Arrow-right Camera
The Spokesman-Review Newspaper
Spokane, Washington  Est. May 19, 1883

Idahoans Skeptical Of Toll Plan

Putting toll booths on interstate highways likely wouldn’t be popular in North Idaho, local experts said. And it might even be counterproductive.

President Clinton’s proposed six-year highway funding bill would give states the option of using toll booths. Current law allows tolls to be charged only to build a new piece of interstate.

The Potato State may not rush to the opportunity. Part of the problem is that some people perceive government highway agencies as dollar-eating bureaucracies.

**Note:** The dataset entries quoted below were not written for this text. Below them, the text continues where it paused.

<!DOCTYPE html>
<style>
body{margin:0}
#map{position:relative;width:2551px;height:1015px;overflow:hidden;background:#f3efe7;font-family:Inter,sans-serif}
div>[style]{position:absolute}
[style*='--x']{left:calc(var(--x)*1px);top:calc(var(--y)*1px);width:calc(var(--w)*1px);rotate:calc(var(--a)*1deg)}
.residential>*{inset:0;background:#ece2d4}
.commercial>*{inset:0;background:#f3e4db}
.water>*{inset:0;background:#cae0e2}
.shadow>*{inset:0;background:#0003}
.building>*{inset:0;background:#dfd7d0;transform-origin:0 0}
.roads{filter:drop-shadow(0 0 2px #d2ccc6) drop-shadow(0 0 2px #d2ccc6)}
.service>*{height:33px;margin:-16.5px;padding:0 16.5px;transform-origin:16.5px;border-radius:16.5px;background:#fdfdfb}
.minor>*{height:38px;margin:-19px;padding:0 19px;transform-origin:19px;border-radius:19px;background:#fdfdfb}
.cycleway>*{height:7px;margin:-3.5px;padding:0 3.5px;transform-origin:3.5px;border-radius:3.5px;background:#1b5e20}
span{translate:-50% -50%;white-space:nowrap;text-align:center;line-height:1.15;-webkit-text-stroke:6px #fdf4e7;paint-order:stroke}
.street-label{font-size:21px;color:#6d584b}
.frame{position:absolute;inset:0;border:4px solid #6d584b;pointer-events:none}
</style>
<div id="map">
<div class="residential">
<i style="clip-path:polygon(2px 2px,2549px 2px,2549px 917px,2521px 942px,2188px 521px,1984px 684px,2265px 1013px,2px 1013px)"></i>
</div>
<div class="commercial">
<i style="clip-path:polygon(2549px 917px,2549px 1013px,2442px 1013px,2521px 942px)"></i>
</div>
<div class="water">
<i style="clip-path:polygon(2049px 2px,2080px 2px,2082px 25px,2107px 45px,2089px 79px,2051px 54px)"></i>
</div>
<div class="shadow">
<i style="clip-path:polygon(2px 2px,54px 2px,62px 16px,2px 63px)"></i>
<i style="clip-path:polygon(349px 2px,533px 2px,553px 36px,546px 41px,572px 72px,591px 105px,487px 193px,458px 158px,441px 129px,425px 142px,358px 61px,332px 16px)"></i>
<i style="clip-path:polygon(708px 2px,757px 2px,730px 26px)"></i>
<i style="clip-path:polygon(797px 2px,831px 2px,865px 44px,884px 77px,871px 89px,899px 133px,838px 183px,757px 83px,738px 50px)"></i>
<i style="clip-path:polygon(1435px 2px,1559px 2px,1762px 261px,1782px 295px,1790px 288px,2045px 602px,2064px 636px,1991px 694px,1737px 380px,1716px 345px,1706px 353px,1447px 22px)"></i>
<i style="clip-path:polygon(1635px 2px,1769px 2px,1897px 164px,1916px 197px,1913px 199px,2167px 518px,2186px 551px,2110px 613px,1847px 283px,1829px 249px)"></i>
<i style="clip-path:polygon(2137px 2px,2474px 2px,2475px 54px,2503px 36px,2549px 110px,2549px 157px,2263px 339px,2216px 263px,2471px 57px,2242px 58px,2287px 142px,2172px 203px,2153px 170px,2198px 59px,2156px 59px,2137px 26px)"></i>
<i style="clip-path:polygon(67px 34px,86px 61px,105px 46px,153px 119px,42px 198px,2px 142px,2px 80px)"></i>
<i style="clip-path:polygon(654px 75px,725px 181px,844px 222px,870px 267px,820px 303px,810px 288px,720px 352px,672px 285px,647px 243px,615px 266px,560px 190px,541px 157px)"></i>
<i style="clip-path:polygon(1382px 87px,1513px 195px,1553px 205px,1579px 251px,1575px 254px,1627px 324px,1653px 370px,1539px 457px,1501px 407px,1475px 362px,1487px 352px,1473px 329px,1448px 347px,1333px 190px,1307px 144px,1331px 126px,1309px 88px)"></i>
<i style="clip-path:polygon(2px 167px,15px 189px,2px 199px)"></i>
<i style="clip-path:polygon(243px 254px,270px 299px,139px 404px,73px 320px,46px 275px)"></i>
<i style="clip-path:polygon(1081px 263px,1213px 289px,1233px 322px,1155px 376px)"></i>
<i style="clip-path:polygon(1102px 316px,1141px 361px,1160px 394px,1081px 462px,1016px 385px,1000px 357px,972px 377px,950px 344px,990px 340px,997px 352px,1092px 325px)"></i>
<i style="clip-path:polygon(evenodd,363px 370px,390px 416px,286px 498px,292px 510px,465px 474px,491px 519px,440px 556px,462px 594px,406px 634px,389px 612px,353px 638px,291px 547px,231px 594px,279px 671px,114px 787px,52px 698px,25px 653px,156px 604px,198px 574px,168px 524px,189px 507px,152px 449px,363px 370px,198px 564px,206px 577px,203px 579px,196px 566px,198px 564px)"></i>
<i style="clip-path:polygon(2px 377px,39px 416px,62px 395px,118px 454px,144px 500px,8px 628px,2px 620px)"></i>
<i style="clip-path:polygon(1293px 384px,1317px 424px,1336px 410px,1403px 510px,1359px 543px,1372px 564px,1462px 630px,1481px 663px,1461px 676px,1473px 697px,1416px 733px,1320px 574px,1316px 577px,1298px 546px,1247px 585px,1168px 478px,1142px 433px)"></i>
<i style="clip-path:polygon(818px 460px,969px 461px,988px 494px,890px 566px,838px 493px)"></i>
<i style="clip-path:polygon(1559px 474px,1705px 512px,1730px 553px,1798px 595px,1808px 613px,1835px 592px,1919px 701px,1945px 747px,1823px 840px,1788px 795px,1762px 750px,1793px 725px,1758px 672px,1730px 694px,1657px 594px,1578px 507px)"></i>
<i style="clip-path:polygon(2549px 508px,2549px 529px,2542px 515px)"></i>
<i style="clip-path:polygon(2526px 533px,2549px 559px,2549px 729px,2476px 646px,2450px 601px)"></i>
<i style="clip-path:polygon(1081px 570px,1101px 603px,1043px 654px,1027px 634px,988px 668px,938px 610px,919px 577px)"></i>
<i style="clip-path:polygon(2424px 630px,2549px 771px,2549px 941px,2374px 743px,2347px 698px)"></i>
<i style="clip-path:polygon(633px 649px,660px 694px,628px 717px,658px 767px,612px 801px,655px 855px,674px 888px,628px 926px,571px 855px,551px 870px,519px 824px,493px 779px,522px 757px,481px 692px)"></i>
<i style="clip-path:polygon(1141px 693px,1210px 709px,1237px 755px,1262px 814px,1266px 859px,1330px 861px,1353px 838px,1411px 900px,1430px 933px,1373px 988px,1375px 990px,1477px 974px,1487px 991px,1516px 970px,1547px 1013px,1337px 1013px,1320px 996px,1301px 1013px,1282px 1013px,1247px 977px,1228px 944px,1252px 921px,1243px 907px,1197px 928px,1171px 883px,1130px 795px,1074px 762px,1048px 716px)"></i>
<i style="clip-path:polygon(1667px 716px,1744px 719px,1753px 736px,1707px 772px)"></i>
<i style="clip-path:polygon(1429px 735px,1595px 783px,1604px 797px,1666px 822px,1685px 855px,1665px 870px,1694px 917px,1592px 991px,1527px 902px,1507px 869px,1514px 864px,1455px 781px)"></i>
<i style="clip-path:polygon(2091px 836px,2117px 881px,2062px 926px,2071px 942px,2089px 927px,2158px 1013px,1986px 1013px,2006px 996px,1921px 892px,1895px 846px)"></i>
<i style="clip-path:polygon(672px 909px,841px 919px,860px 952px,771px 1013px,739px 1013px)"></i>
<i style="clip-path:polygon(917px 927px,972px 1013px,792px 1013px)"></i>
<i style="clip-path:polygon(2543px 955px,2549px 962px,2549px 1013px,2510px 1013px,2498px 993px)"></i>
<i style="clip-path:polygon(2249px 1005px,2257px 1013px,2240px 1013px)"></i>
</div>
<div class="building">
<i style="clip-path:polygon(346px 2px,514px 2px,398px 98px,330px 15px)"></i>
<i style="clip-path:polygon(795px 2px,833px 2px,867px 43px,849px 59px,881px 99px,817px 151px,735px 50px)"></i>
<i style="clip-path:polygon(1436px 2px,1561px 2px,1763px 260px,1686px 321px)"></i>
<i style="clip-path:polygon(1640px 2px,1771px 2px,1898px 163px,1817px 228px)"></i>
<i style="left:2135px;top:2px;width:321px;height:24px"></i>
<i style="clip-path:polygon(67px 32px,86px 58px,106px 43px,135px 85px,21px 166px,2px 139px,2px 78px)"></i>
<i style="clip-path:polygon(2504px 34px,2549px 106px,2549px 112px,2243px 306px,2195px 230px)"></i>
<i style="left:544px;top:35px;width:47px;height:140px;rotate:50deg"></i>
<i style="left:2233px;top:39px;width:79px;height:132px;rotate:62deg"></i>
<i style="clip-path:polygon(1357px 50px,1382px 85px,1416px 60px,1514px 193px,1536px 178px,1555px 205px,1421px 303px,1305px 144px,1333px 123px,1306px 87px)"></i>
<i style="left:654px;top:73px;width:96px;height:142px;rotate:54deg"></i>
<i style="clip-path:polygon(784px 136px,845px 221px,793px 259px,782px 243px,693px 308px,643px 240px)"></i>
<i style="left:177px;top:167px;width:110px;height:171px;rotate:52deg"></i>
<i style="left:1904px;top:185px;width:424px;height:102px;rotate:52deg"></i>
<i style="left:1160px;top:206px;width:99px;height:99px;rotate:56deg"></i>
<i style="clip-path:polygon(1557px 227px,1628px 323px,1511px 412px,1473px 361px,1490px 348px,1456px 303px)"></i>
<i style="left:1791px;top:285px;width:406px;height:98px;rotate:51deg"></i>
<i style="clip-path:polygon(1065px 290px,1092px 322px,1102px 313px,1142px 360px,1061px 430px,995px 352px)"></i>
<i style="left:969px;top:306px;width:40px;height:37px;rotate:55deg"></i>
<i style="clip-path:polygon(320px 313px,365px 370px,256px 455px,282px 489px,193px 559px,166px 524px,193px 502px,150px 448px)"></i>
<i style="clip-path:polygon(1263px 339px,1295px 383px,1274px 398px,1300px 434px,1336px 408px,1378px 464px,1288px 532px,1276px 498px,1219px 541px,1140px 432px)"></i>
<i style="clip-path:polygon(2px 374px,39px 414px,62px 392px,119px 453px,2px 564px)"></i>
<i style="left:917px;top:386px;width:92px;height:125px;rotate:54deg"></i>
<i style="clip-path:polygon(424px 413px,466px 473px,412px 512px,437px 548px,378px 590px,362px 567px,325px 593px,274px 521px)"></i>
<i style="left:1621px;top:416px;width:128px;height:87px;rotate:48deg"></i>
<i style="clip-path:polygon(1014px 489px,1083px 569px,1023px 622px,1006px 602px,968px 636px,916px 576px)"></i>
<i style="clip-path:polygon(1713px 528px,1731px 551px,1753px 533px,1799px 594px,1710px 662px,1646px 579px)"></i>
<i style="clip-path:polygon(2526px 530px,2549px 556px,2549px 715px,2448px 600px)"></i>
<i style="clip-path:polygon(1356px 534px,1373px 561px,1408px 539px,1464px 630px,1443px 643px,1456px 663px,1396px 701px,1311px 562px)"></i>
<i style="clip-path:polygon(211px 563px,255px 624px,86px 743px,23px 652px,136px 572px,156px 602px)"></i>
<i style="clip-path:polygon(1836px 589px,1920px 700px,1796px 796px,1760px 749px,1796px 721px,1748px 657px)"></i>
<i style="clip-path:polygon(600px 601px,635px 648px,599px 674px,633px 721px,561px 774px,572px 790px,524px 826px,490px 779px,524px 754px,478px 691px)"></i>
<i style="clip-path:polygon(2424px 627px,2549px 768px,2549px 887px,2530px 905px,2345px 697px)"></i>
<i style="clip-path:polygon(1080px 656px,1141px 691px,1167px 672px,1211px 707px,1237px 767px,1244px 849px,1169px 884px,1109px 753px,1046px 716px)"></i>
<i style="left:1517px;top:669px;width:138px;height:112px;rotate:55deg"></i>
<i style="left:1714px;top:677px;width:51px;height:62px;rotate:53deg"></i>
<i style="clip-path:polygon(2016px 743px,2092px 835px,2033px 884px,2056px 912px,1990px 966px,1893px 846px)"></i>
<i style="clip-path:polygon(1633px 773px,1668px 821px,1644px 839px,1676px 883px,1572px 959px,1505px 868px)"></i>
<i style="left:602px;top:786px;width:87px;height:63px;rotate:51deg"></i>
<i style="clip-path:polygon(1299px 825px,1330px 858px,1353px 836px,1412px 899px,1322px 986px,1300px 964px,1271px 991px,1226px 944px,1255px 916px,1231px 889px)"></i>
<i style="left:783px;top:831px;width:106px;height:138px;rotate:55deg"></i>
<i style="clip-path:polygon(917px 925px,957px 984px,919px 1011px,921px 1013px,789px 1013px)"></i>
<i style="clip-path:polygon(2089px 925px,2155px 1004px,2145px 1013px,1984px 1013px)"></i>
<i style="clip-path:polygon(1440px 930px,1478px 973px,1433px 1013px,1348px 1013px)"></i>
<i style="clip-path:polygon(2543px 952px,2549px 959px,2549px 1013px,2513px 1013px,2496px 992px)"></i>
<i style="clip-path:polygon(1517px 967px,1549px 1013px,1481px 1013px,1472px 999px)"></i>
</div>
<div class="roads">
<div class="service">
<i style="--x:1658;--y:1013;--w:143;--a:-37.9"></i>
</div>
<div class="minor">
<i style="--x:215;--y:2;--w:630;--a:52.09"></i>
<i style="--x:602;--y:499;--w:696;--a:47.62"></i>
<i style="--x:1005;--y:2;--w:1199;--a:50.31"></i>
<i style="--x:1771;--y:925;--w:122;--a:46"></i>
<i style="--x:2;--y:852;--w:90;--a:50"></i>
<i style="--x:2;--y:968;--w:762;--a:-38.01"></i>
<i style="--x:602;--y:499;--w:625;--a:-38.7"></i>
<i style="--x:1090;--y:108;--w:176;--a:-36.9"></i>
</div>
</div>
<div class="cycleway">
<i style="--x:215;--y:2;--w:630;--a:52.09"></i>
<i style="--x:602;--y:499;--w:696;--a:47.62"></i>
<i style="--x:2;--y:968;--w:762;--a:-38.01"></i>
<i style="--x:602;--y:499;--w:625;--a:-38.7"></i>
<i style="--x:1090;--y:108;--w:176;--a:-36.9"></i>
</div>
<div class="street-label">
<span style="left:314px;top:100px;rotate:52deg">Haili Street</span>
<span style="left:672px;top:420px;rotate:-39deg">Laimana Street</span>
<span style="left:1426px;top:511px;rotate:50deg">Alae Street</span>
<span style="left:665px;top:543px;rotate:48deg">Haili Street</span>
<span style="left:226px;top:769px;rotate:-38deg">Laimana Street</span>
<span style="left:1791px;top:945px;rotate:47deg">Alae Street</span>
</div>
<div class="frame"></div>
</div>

“The dollars for highways don’t necessarily go to pavement and potholes,” said John Goedde, who studies transportation issues for the Coeur d’Alene Chamber of Commerce. If the state could convince people the toll dollars were going to fix specific roads, “it might be more palatable.”

Tolls might drive other income away. In 1995 for example, people driving cars and trucks brought an estimated $643 million to Idaho tourism in Region 1 - which runs from Kootenai County on north, Goedde said.

“A lot of that money, I would think, would be attributable to I-90,” he said.

Another potential toll problem: the large number of people from Coeur d’Alene and Shoshone County who commute to Spokane to work. “That might be the straw that would move them over the Washington state line,” he said.

Or they might take Trent Avenue through Newman Lake and Rathdrum and “that would be an invitation for disaster,” Goedde said.

Rep. Hilde Kellogg, R-Post Falls, is making an optional toll part of her pitch for rerouting and rebuilding U.S. Highway 95. And while she personally doesn’t mind tolls, she questions their popularity and usefulness on interstates.

“You don’t have the heavy traffic for miles and miles, where it would make sense,” Kellogg said.

The Idaho Department of Transportation isn’t taking a position without giving it extensive analysis.

“We would have to look at what interstates, what the alternate routes are, the daily traffic, how much would be charged, where the toll booths would be located and what it would cost to run them,” said Jeff Stratten, a Transportation Department spokesman. “I think traffic is the key.”